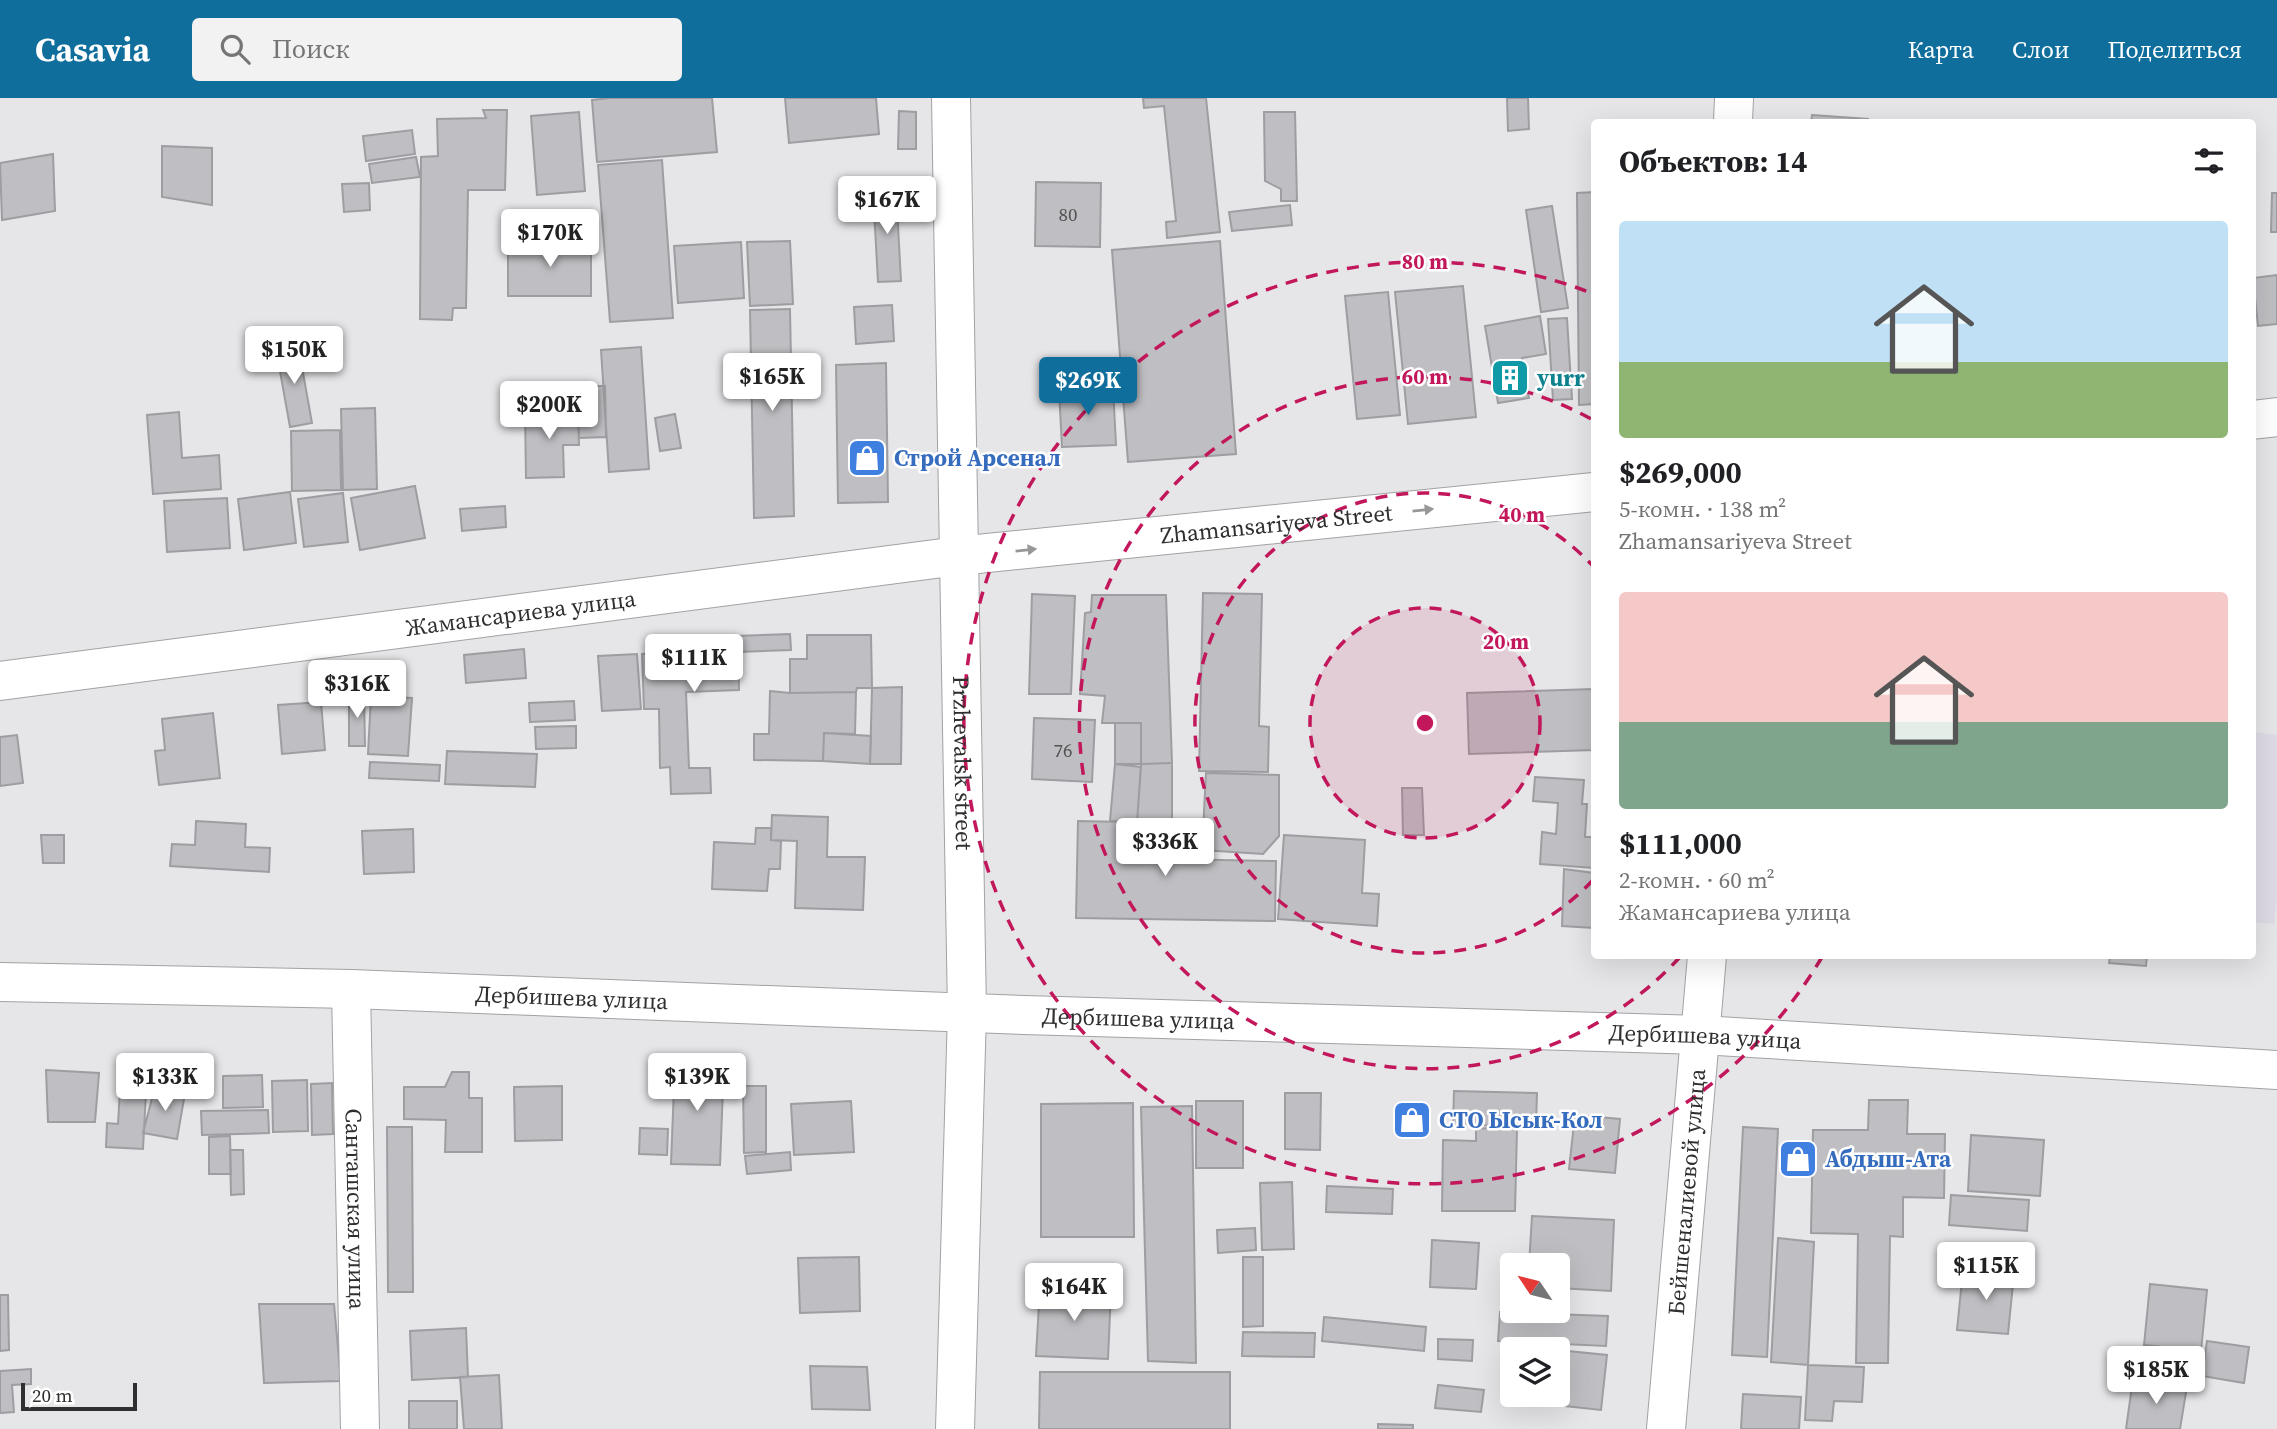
<!DOCTYPE html>
<html lang="ru">
<head>
<meta charset="utf-8">
<style>
  body { margin:0; font-family:"Source Serif 4",serif; background:#f2f2f2; color:#202124; height:100vh; display:flex; flex-direction:column; font-size:26px; white-space:nowrap }
  * { box-sizing:border-box; margin:0 }
  p { font-size:23px; color:#757577 }
  .icon { flex:none; width:38px; height:38px; fill:none; stroke:currentColor; stroke-width:2; stroke-linecap:round; stroke-linejoin:round }
  .map { position:relative; flex:1; overflow:hidden }
  .drawer { position:absolute; left:1591px; top:21px; width:665px; height:840px; display:flex; flex-direction:column; background:#fff; border-radius:7px; box-shadow:0 7px 28px #0002 }
  .drawer>* { flex:none }
  .needle { width:46px; rotate:305deg }
  .buttons { position:absolute; left:1500px; top:1155px; display:grid; gap:14px }
  .buttons a { display:grid; place-items:center; width:70px; height:70px; border-radius:7px; background:#fff; box-shadow:0 7px 28px #0002; font-size:35px }
  .scale { position:absolute; left:21px; bottom:18px; width:116px; box-sizing:border-box; padding-left:7px; border:4px solid #2f2f30; border-top:0; font-size:19px; line-height:24px; white-space:nowrap; color:#2f2f30; -webkit-text-stroke:5px #fff; paint-order:stroke }
  .price { position:absolute; translate:-50% -60px; padding:0 16px; border-radius:7px; background:#fff; color:#222; font-size:23px; line-height:46px; filter:drop-shadow(0 2px 4px #0008) }
  .price::after { content:''; position:absolute; left:50%; top:42px; width:21px; height:16px; margin-left:-10px; background:inherit; clip-path:polygon(0 0,100% 0,50% 100%) }
  .price.current { background:#106e9d; color:#fff }
  ul { padding:0; list-style:none }
  li { display:grid; align-content:center; gap:14px; height:371px; padding:0 28px }
  li span { display:grid; place-items:center; height:217px; border-radius:7px; color:#555 }
  li>.icon { margin-inline-start:auto }
  span .icon { width:126px; height:126px; fill:#fffc; stroke-width:1 }
  li b { font-size:30px }
  h2 { display:flex; justify-content:space-between; align-items:center; height:84px; padding:0 28px; font-size:30px }
  header { display:flex; align-items:center; gap:42px; box-sizing:border-box; height:98px; padding:0 35px; background:#106e9d; color:#fff }
  header strong { font-size:33px }
  nav { display:flex; gap:38px; margin-inline-start:auto; font-size:24px }
  .search { width:490px; height:63px; background:#f2f2f2; display:flex; align-items:center; gap:18px; box-sizing:border-box; padding:0 24px; border-radius:7px; color:#757577; font-size:26px }
  .map>svg:first-child { display:block }
</style>
</head>
<body>
<header>
<strong>Casavia</strong>
<div class="search"><svg class="icon" aria-label="search" viewBox="0 0 24 24"><circle cx="10" cy="10" r="6"/><path d="M15 15l6 6"/></svg>Поиск</div>
<nav><a>Карта</a><a>Слои</a><a>Поделиться</a></nav>
</header>
<div class="map">
<svg width="2277" height="1331" viewBox="0 0 2277 1331">
  <rect width="100%" height="100%" fill="#e6e5e8"/>
  <path fill="#dedbe6" d="M2252 634 2277 637V799L2274 826 2252 824Z"/>
  <path fill="#bfbec2" stroke="#9e9da1" stroke-width="2" d="M610 0H712L717 54 597 64 592 2Z
    M785 0H876L879 36 789 45Z
    M1143 0H1206L1220 134 1167 140 1166 124 1176 123 1164 8 1144 10Z
    M1507 0H1528L1529 31 1508 33Z
    M483 12H507L505 92H468L466 210H453L452 222 420 221 421 59 438 58 437 21 486 20Z
    M899 13 916 14V51H898Z
    M579 14 585 93 537 97 531 18Z
    M1264 14H1295L1297 103H1281V91L1265 83Z
    M1812 17 1868 21V24H1811Z
    M412 32 415 56 366 63 363 38Z
    M162 48 212 50V107L162 99Z
    M53 56 55 113 2 122 0 65Z
    M416 59 420 79 372 85 369 66Z
    M662 62 673 220 610 224 598 67Z
    M1036 84 1101 85 1100 149 1035 148Z
    M369 85 370 112 344 114 342 86Z
    M896 91 901 183 878 184 873 93Z
    M1594 94V306L1579 307 1577 95Z
    M2272 95H2277V134H2271Z
    M1290 107 1292 127 1232 133 1229 114Z
    M1552 108 1568 210 1541 214 1526 112Z
    M790 143 793 206 750 208 747 144Z
    M1220 143 1236 356 1128 364 1112 152Z
    M591 144V198H508V145Z
    M741 144 744 200 678 205 674 148Z
    M2277 177V226L2258 228 2253 180Z
    M1463 188 1476 319 1408 326 1395 194Z
    M1388 194 1400 317 1357 321 1345 198Z
    M892 207 894 243 856 246 854 209Z
    M790 211 794 418 754 420 750 212Z
    M1540 218 1546 256 1522 260 1529 300 1498 305 1485 228Z
    M1567 220 1572 301 1553 302 1548 221Z
    M298 247 312 325 290 329 276 251Z
    M641 249 649 371 609 374 601 252Z
    M886 265 888 404 838 405 836 267Z
    M578 288H605L606 339 579 340Z
    M1113 289 1116 347 1062 349 1059 292Z
    M375 310 377 391 343 392 341 311Z
    M578 311 579 347H563L564 379 526 380 525 312Z
    M179 314 182 360 219 357 221 391 153 396 147 317Z
    M675 316 681 350 660 353 655 320Z
    M340 332 341 392 292 393 291 333Z
    M415 388 425 440 360 452 351 400Z
    M290 394 296 445 244 452 238 401Z
    M343 395 348 444 304 449 298 401Z
    M227 400 230 450 167 454 164 403Z
    M505 408 506 429 462 433 460 411Z
    M1203 495 1262 496 1259 628 1269 629 1268 674 1199 673Z
    M1032 496 1075 498 1071 596H1029Z
    M1092 497H1166L1172 665 1141 666V625H1102L1105 598 1080 596 1085 515 1091 514Z
    M790 536 791 552 738 554 739 592 686 594 689 670H710L711 695 671 696 670 669 660 670 659 611H644L642 556 679 554V540Z
    M807 537H871L872 590H857L856 594 790 595V561H807Z
    M524 551 526 580 466 585 464 557Z
    M637 556 641 611 602 613 598 558Z
    M902 589 901 666H870L872 590Z
    M1594 591V652L1469 656 1467 595Z
    M770 593 790 595 856 594 855 636 824 635 823 663 754 662V636H769Z
    M349 596H364L365 648H349Z
    M371 598 412 600 408 658 368 656Z
    M574 603 575 622 530 624 529 605Z
    M321 604 325 652 282 656 278 607Z
    M213 615 220 680 159 687 155 653 165 652 162 621Z
    M1034 620 1095 622 1092 684 1032 681Z
    M1115 625H1141V666H1115Z
    M576 628V650L536 651 535 629Z
    M824 635 871 638 870 666 823 663Z
    M17 637 23 685 0 688V639Z
    M447 653 537 656 535 689 445 686Z
    M370 664 440 667 439 683 369 680Z
    M1172 665V725H1137L1141 666Z
    M1115 666 1141 669 1137 725 1110 723Z
    M1206 675 1279 677V738L1263 756 1202 752Z
    M1535 679 1584 682 1582 706H1587L1585 739H1594V770L1540 766 1542 734 1556 736 1558 705 1533 703Z
    M1402 690H1422L1424 737H1403Z
    M772 717 828 719 827 759H865L863 812 795 810 797 743 771 742Z
    M196 723 246 726 245 749 270 750 269 774 170 768 172 746 195 747Z
    M1078 723 1172 725V761L1276 763 1275 823 1076 820Z
    M756 730H771V742L781 743 780 771H769L767 793 712 791 714 744 755 746Z
    M413 731 414 774 364 776 362 733Z
    M41 737H64V765H43Z
    M1284 737 1365 742 1362 795 1379 796 1377 828 1278 821Z
    M1564 771 1594 775V830L1562 828Z
    M2110 858H2147L2146 868 2109 865Z
    M675 963 724 965 720 1067 671 1066Z
    M46 972 99 975 95 1024H48Z
    M121 974 147 975 143 1051 106 1049 107 1025 118 1026Z
    M452 974H469V1000H482V1054H445L446 1022 404 1021V989H445Z
    M262 977 263 1009 223 1010V978Z
    M307 982 308 1033 273 1034 272 983Z
    M332 985 333 1036 312 1037 311 986Z
    M562 988V1042L515 1043 514 989Z
    M743 988H766V1054L744 1055Z
    M155 989 185 995 177 1041 143 1035Z
    M1454 993 1537 995 1536 1028 1453 1027Z
    M1285 995H1321L1320 1052 1285 1051Z
    M1869 1002H1908L1907 1036H1945L1944 1100 1903 1099V1139L1890 1138 1888 1265H1856L1858 1136 1811 1135 1813 1032H1868Z
    M851 1003 854 1054 794 1057 791 1006Z
    M1196 1003H1243V1070H1196Z
    M1133 1005 1134 1139H1041V1006Z
    M1192 1008 1196 1265 1148 1263 1141 1009Z
    M268 1012 269 1035 202 1037 201 1013Z
    M1575 1017 1620 1021 1615 1075 1569 1071Z
    M387 1029H412L413 1194H388Z
    M1743 1029 1778 1031 1767 1259 1732 1257Z
    M640 1030 668 1031 667 1057 639 1056Z
    M1476 1030 1517 1031 1515 1113H1442L1443 1042 1476 1043Z
    M1971 1037 2044 1042 2040 1098 1968 1093Z
    M230 1038 231 1076H209V1039Z
    M230 1052H243L244 1096 231 1097Z
    M790 1054 791 1072 747 1076 745 1058Z
    M1292 1084 1294 1151 1262 1152 1260 1085Z
    M1327 1088 1393 1091 1392 1116 1326 1114Z
    M1951 1097 2029 1102 2027 1133 1949 1127Z
    M1532 1118 1614 1122 1611 1193 1558 1190V1167H1529Z
    M1255 1130 1256 1152 1218 1155 1217 1132Z
    M1778 1140 1814 1144 1808 1267 1771 1264Z
    M1432 1142 1479 1145 1476 1191 1430 1189Z
    M859 1159 860 1213 800 1215 798 1160Z
    M1243 1159H1263V1228L1243 1229Z
    M1963 1172 2014 1176 2008 1236 1957 1232Z
    M2150 1186 2207 1192 2201 1253 2144 1247Z
    M1040 1189 1111 1193 1108 1261 1036 1258Z
    M0 1197H8L9 1252 0 1253Z
    M259 1206H334L341 1283 264 1285Z
    M1500 1214 1608 1218 1606 1248 1498 1243Z
    M1324 1219 1426 1229 1424 1253 1322 1243Z
    M466 1230 468 1279 412 1282 410 1233Z
    M1243 1234 1315 1235 1314 1259 1242 1258Z
    M1438 1241 1473 1242 1472 1263 1438 1261Z
    M2207 1243 2249 1249 2244 1285 2202 1278Z
    M1558 1252 1607 1257 1601 1312 1527 1304 1528 1297H1558Z
    M1808 1267 1864 1269 1862 1304 1834 1303 1832 1323 1805 1322Z
    M810 1268 867 1269 870 1312 812 1311Z
    M31 1271V1286L12 1287 14 1314 0 1315V1273Z
    M1040 1274H1230V1331H1039Z
    M499 1277 502 1331H464L460 1279Z
    M2133 1281 2187 1288 2180 1331H2126Z
    M1438 1287 1484 1292 1481 1314 1435 1310Z
    M1743 1296 1801 1299 1799 1331H1741Z
    M409 1303H457V1331H409Z
    M1378 1326 1413 1327V1331H1378Z"/>
  <g fill="none" stroke-linecap="round" stroke-linejoin="round">
    <defs>
      <g id="minor">
        <path d="M1733 24 1734 0"/>
        <path id="s1" d="M0 583 958 458"/>
        <path id="s2" d="M0 884 351 891 1024 917 1701 937 2277 972"/>
        <path id="s3" d="M351 891 360 1331"/>
        <path id="s4" d="M1666 1331 1707 858"/>
      </g>
      <g id="secondary">
        <path id="s5" d="M951 0 967 914 955 1331"/>
        <path d="M2252 322 2277 319"/>
        <path id="s6" d="M958 458 1594 394"/>
      </g>
    </defs>
    <use href="#minor" stroke="#a2a1a4" stroke-width="40"/>
    <use href="#secondary" stroke="#a2a1a4" stroke-width="40"/>
    <use href="#minor" stroke="#fff" stroke-width="38"/>
    <use href="#secondary" stroke="#fff" stroke-width="38"/>
  </g>
  <defs><path id="oneway-solid" d="M-6-.8H1V-3.2L6.5 0L1 3.2V.8H-6Z" transform="scale(1.75)"/></defs>
  <g fill="#979798">
    <use href="#oneway-solid" transform="translate(1423 412) rotate(-6)"/>
    <use href="#oneway-solid" transform="translate(1026 452) rotate(-6)"/>
  </g>
  <circle cx="1425" cy="625" r="115" fill="#c2185b" fill-opacity=".12"/>
  <g fill="none" stroke="#c2185b" stroke-width="3.5" stroke-dasharray="12 9">
    <circle cx="1425" cy="625" r="115"/>
    <path d="M1593 782A230 230 0 1 1 1593 468"/>
    <path d="M1680 859A346 346 0 1 1 1593 322"/>
    <path d="M1822 859A461 461 0 1 1 1594 196"/>
  </g>
  <defs>
    <symbol id="building-square" viewBox="-11 -11 22 22"><rect x="-9" y="-9" width="18" height="18" rx="4" fill="#0f9aa8" stroke="#fff"/><path d="M-4-6H4V6H1V3H-1V6H-4ZM-2.5-4.3h1.7v1.8h-1.7ZM.8-4.3h1.7v1.8H.8ZM-2.5-1h1.7V.8h-1.7ZM.8-1h1.7V.8H.8Z" fill="#fff"/></symbol>
    <symbol id="shop-square" viewBox="-11 -11 22 22"><rect x="-9" y="-9" width="18" height="18" rx="4" fill="#3f7fe0" stroke="#fff"/><path d="M-5-2.5h2.3a2.7 3.5 0 0 1 5.4 0H5L5.5 6h-11ZM-1.5-2.5h3a1.5 2.3 0 0 0-3 0Z" fill="#fff"/></symbol>
  </defs>
  <g fill-rule="evenodd">
    <use href="#building-square" x="1488" y="258" width="44" height="44"/>
    <use href="#shop-square" x="845" y="338" width="44" height="44"/>
    <use href="#shop-square" x="1390" y="1000" width="44" height="44"/>
    <use href="#shop-square" x="1776" y="1039" width="44" height="44"/>
  </g>
  <g text-anchor="middle" dominant-baseline="central" stroke-width="5" stroke-linejoin="round" paint-order="stroke">
    <g font-size="19" fill="#535354">
      <text x="1068" y="116">80</text>
      <text x="1063" y="652">76</text>
    </g>
    <g font-size="23" font-weight="bold" fill="#0d838f" stroke="#fff" text-anchor="start">
      <text x="1537" y="280">yurr</text>
    </g>
    <g font-size="23" font-weight="bold" fill="#366cbe" stroke="#fff" text-anchor="start">
      <text x="894" y="360">Строй Арсенал</text>
      <text x="1439" y="1022">СТО Ысык-Кол</text>
      <text x="1825" y="1061">Абдыш-Ата</text>
    </g>
    <g font-size="23" fill="#2f2f30" stroke="#fff">
      <text stroke="none"><textPath href="#s6" startOffset="320">Zhamansariyeva Street</textPath></text>
      <text stroke="none"><textPath href="#s1" startOffset="525">Жамансариева улица</textPath></text>
      <text stroke="none"><textPath href="#s5" startOffset="665">Przhevalsk street</textPath></text>
      <text stroke="none"><textPath href="#s2" startOffset="572">Дербишева улица</textPath></text>
      <text stroke="none"><textPath href="#s2" startOffset="1139">Дербишева улица</textPath></text>
      <text stroke="none"><textPath href="#s2" startOffset="1706">Дербишева улица</textPath></text>
      <text stroke="none"><textPath href="#s4" startOffset="238">Бейшеналиевой улица</textPath></text>
      <text stroke="none"><textPath href="#s3" startOffset="220">Санташская улица</textPath></text>
    </g>
  </g>
  <circle cx="1425" cy="625" r="10" fill="#c2185b" stroke="#fff" stroke-width="3.5"/>
  <g font-size="21" text-anchor="middle" font-weight="bold" fill="#c2185b" stroke="#fff" stroke-width="5" stroke-linejoin="round" paint-order="stroke">
    <text x="1425" y="171">80 m</text>
    <text x="1425" y="286">60 m</text>
    <text x="1522" y="424">40 m</text>
    <text x="1506" y="551">20 m</text>
  </g>
</svg>
<div class="buttons">
<a><svg class="needle" viewBox="-14 -14 28 28"><path d="M0-13l5 13h-10z" fill="#e53935"/><path d="M0 13l5-13h-10z" fill="#757577"/></svg></a>
<a><svg class="icon" aria-label="layers" viewBox="0 0 24 24"><path d="M12 4l9 5-9 5-9-5zM3 14l9 5 9-5"/></svg></a>
</div>
<div class="scale">20 m</div>
<b class="price" style="left:887px;top:138px">$167K</b>
<b class="price" style="left:550px;top:171px">$170K</b>
<b class="price" style="left:294px;top:288px">$150K</b>
<b class="price" style="left:772px;top:315px">$165K</b>
<b class="price current" style="left:1088px;top:319px">$269K</b>
<b class="price" style="left:549px;top:343px">$200K</b>
<b class="price" style="left:694px;top:596px">$111K</b>
<b class="price" style="left:357px;top:622px">$316K</b>
<b class="price" style="left:1165px;top:780px">$336K</b>
<b class="price" style="left:165px;top:1015px">$133K</b>
<b class="price" style="left:697px;top:1015px">$139K</b>
<b class="price" style="left:1986px;top:1204px">$115K</b>
<b class="price" style="left:1074px;top:1225px">$164K</b>
<b class="price" style="left:2156px;top:1308px">$185K</b>
<section class="drawer">
<h2>Объектов: 14<svg class="icon" aria-label="filters" viewBox="0 0 24 24"><path d="M4 7h16M4 17h16"/><circle cx="9" cy="7" r="2"/><circle cx="15" cy="17" r="2"/></svg></h2>
<ul>
<li><span style="background:linear-gradient(#bfe0f5 65%,#8fb573 0)"><svg class="icon" aria-label="home" viewBox="0 0 24 24"><path d="M3 11l9-7 9 7M6 9v11h12V9"/></svg></span><div><b>$269,000</b><p>5-комн. · 138 m²</p><p>Zhamansariyeva Street</p></div></li>
<li><span style="background:linear-gradient(#f6c9c9 60%,#7fa58c 0)"><svg class="icon" aria-label="home" viewBox="0 0 24 24"><path d="M3 11l9-7 9 7M6 9v11h12V9"/></svg></span><div><b>$111,000</b><p>2-комн. · 60 m²</p><p>Жамансариева улица</p></div></li>
</ul>
</section>
</div>
</body>
</html>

______________________________

§ Exercise objective
Search the listing above for the string "scale" and copy each line that has it.

§ Solution to the problem
  .scale { position:absolute; left:21px; bottom:18px; width:116px; box-sizing:border-box; padding-left:7px; border:4px solid #2f2f30; border-top:0; font-size:19px; line-height:24px; white-space:nowrap; color:#2f2f30; -webkit-text-stroke:5px #fff; paint-order:stroke }
  <defs><path id="oneway-solid" d="M-6-.8H1V-3.2L6.5 0L1 3.2V.8H-6Z" transform="scale(1.75)"/></defs>
<div class="scale">20 m</div>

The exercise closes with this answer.